- PROBLEM -
Which lines of the listing below contain the word "halo"? Return them.

BEGIN DATA EXCERPTS

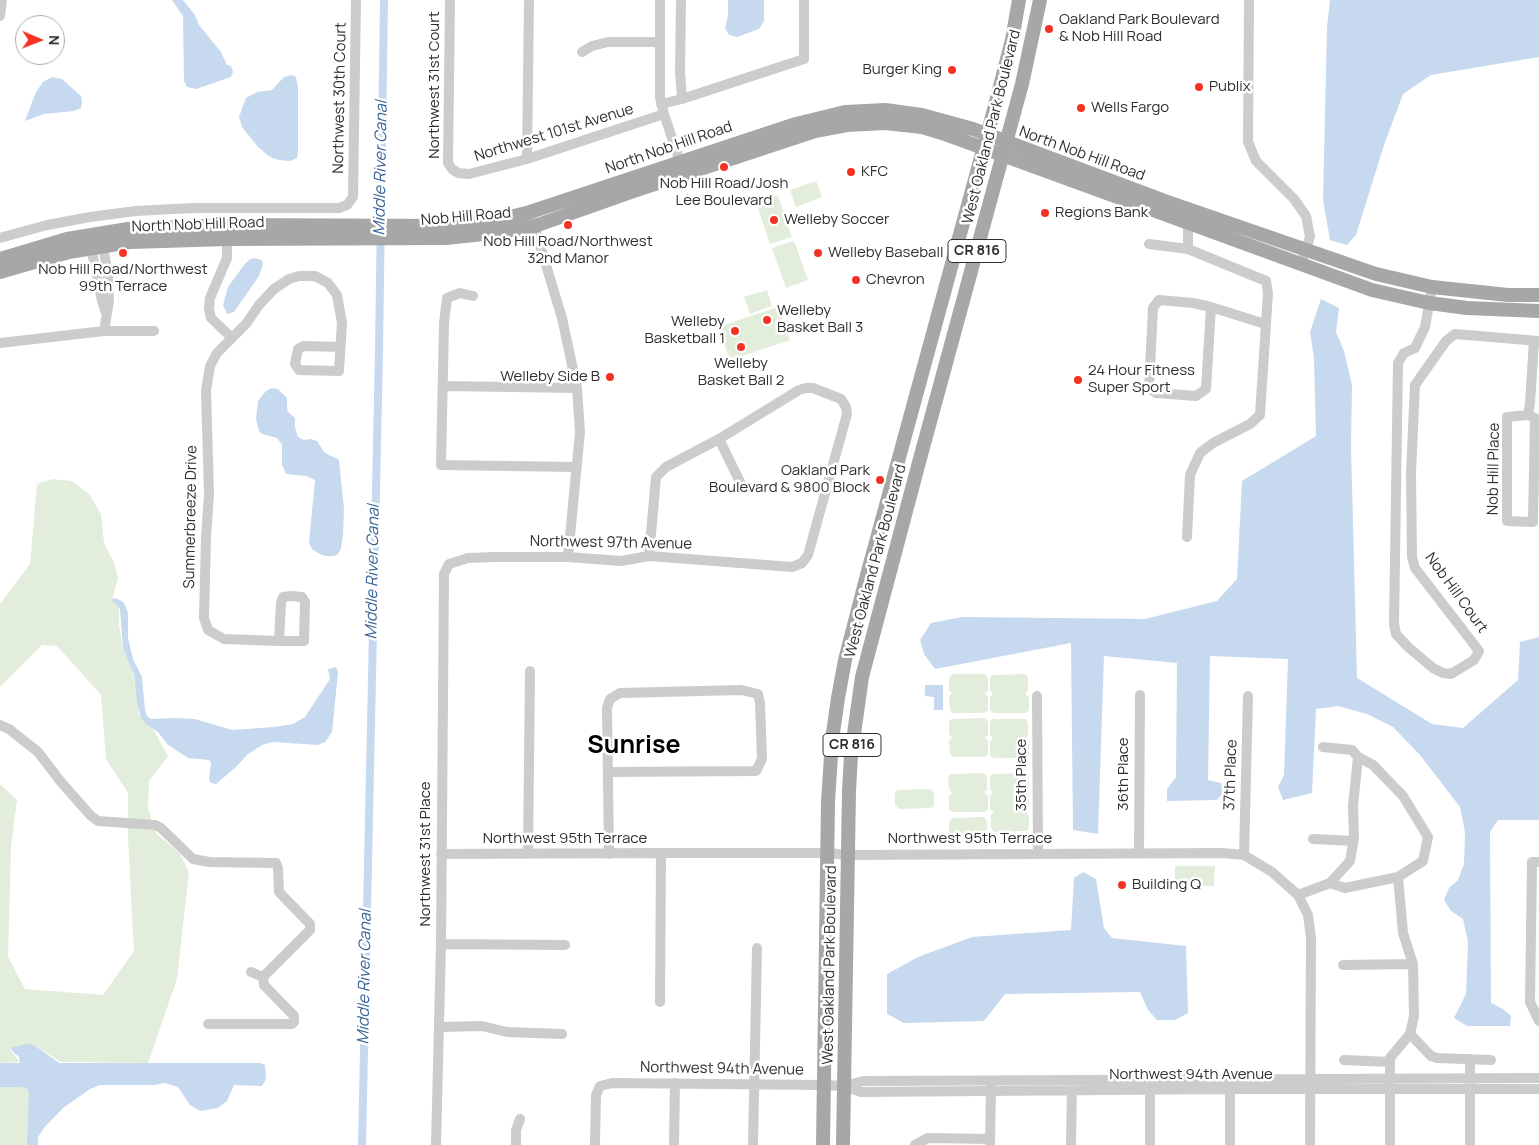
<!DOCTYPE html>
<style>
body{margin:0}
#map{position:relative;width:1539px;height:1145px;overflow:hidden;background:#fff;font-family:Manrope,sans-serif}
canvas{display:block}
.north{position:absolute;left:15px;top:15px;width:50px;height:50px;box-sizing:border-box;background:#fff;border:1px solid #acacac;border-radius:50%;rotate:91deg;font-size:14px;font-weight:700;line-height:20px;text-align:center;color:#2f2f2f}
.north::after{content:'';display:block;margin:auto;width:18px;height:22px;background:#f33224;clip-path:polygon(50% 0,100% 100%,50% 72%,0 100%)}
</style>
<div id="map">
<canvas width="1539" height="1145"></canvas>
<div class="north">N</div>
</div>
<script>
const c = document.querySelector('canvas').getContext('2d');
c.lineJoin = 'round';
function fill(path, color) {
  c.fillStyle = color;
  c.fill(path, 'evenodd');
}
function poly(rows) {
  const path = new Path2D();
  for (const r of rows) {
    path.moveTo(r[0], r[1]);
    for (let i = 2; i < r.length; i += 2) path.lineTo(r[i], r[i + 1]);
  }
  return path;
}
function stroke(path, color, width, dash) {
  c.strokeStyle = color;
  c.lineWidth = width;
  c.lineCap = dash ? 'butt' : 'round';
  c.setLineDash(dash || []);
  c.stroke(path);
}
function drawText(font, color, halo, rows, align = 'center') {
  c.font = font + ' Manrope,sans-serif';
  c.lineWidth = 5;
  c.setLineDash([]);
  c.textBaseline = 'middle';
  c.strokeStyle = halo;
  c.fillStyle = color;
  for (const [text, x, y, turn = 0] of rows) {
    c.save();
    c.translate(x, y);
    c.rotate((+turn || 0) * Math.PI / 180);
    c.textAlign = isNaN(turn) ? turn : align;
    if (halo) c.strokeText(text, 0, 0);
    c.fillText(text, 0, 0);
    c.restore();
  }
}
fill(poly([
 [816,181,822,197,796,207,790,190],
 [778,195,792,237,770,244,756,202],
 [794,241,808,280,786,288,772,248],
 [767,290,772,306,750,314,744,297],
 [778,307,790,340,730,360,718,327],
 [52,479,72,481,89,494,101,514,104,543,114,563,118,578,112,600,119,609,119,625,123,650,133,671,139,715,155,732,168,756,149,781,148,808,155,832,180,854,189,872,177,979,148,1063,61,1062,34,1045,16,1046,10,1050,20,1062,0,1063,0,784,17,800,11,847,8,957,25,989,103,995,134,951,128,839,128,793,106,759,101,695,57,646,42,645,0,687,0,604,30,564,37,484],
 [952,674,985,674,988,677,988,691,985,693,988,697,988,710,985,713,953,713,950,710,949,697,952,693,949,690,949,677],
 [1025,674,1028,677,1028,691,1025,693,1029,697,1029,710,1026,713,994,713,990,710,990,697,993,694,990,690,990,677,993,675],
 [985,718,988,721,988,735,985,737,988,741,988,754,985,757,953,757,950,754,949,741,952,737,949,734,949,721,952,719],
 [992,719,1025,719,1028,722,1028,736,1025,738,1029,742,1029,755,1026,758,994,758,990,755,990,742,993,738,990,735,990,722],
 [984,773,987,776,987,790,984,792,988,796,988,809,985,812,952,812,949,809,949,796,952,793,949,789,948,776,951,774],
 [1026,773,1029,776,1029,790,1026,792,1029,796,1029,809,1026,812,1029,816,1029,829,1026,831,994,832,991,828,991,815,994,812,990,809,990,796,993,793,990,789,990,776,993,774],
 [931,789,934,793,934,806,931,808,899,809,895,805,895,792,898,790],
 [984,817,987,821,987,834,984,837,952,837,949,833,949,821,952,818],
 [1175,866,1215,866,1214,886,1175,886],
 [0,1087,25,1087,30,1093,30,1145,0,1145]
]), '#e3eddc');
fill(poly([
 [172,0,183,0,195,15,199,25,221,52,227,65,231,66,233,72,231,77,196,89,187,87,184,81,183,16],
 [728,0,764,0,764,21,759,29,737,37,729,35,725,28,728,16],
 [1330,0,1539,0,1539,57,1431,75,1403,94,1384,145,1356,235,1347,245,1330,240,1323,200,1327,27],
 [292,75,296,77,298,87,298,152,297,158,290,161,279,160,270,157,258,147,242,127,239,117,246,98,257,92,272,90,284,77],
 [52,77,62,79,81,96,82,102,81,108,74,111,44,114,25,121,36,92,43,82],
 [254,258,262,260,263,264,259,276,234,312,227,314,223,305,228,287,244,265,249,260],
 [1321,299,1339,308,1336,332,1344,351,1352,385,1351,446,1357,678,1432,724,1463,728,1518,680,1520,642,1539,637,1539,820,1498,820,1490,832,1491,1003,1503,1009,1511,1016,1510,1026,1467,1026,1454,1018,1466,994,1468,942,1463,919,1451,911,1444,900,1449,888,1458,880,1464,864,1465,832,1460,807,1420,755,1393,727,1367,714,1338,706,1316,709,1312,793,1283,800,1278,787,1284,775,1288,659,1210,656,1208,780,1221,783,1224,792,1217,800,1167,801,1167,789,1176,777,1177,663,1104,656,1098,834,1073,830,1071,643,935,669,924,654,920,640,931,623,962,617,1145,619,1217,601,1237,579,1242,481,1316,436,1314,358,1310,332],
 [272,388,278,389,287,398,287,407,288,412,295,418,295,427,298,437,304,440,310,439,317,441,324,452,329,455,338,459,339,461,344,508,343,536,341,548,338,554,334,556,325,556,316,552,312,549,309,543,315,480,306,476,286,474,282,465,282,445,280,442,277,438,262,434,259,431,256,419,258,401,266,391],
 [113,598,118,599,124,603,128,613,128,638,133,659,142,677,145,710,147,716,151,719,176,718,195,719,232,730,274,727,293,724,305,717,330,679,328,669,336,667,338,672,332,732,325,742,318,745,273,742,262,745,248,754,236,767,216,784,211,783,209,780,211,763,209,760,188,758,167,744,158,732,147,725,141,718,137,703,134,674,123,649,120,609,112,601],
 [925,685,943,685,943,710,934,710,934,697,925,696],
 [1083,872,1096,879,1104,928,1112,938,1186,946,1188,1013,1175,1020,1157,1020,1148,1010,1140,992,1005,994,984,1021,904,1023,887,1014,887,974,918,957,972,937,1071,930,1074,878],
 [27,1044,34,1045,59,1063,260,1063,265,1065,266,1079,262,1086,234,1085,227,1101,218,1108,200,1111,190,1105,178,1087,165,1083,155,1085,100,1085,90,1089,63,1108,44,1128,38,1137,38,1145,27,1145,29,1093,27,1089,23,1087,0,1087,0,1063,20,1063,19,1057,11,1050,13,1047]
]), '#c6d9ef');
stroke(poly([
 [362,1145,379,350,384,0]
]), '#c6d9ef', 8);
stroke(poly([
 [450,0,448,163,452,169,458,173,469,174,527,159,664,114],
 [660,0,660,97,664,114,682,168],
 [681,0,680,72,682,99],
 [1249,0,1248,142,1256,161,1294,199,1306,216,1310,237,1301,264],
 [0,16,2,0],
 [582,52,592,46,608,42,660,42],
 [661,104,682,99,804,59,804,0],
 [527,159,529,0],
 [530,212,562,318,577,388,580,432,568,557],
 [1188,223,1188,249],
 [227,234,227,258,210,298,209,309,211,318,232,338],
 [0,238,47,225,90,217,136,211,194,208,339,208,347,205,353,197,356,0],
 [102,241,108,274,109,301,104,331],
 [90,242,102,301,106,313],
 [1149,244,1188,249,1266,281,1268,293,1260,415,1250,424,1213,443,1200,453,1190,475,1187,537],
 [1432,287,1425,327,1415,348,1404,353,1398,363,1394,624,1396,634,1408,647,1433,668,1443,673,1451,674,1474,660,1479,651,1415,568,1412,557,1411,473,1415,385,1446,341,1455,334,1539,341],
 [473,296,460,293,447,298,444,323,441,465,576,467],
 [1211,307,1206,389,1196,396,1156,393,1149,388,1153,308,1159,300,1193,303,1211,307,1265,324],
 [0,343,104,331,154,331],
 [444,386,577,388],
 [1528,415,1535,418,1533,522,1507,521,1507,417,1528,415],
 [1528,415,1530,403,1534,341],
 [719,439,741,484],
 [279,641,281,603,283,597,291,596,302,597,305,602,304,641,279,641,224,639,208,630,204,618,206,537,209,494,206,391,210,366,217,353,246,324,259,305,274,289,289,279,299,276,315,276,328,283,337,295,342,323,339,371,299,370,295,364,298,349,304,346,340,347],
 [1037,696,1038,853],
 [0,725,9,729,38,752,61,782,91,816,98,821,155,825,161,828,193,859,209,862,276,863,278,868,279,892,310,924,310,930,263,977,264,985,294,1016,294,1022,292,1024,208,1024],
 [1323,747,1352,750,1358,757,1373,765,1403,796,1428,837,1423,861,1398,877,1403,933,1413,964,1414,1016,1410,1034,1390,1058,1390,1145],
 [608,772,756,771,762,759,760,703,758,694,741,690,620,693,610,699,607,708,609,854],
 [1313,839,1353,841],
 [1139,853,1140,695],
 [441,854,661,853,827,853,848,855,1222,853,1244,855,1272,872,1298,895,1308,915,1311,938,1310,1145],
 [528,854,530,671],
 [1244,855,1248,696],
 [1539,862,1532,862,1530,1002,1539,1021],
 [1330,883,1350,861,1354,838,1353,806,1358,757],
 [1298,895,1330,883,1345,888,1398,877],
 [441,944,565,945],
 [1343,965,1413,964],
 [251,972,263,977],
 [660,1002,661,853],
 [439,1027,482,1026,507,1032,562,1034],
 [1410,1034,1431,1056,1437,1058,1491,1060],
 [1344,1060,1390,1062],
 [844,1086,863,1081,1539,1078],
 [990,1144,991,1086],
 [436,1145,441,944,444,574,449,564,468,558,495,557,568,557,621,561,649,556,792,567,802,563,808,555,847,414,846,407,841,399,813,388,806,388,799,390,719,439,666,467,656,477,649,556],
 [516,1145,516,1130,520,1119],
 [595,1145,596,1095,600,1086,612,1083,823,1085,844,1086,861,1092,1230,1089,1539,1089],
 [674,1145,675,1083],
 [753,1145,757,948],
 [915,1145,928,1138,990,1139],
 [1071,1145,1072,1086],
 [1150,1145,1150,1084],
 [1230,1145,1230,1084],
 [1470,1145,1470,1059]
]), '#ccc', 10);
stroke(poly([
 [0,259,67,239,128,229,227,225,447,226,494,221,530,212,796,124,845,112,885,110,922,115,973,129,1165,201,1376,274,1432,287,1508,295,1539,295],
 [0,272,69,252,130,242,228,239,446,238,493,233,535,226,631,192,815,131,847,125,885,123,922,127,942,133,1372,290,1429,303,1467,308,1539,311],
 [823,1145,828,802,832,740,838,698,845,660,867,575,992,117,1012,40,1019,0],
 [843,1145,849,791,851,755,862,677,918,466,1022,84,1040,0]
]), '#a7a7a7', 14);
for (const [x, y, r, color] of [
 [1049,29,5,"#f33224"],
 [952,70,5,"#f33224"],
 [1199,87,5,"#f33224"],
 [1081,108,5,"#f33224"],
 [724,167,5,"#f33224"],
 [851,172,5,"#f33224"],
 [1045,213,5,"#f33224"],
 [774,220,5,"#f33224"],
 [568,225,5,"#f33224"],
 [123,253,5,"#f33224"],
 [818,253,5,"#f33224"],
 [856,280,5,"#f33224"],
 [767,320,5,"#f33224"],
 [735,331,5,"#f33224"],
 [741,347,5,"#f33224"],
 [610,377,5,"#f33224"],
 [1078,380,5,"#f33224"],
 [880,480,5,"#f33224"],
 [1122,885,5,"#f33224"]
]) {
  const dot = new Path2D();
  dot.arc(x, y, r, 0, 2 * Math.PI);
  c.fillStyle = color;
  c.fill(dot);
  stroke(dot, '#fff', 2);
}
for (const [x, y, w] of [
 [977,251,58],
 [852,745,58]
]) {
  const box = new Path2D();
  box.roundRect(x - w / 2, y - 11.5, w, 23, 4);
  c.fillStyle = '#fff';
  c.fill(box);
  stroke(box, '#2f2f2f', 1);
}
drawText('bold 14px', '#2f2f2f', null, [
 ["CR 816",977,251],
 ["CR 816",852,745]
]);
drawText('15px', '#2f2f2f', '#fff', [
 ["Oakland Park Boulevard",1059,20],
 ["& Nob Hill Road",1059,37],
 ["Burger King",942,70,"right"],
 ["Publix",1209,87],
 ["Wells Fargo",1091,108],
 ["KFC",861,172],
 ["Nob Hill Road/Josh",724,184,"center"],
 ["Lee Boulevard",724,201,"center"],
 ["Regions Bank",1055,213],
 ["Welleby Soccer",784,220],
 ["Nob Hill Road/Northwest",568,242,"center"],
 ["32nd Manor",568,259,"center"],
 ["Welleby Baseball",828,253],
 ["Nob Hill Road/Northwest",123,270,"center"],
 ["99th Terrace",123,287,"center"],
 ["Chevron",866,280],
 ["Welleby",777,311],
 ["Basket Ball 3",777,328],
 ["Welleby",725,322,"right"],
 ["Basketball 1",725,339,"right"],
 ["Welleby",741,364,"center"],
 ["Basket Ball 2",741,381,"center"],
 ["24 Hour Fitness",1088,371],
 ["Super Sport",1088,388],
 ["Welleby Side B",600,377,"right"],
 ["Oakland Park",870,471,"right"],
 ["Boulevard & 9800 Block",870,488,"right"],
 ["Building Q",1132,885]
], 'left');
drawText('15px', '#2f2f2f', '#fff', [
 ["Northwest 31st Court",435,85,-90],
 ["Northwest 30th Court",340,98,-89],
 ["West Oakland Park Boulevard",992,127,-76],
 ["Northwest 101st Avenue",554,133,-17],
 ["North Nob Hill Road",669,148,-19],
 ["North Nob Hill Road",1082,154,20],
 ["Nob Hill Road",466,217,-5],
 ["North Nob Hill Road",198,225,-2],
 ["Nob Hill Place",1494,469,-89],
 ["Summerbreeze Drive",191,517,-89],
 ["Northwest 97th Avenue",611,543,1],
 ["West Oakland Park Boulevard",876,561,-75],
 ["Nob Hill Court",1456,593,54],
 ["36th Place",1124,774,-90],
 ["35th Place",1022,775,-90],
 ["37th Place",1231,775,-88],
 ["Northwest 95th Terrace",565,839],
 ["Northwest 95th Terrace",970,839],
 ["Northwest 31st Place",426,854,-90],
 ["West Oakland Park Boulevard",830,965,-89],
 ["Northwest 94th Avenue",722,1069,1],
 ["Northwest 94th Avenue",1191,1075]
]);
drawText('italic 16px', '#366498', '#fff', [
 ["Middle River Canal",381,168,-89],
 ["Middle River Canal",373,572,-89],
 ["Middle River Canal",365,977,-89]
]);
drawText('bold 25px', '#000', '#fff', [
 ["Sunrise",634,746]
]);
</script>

END DATA EXCERPTS

- RESULT FOR THIS TASK -
function drawText(font, color, halo, rows, align = 'center') {
  c.strokeStyle = halo;
    if (halo) c.strokeText(text, 0, 0);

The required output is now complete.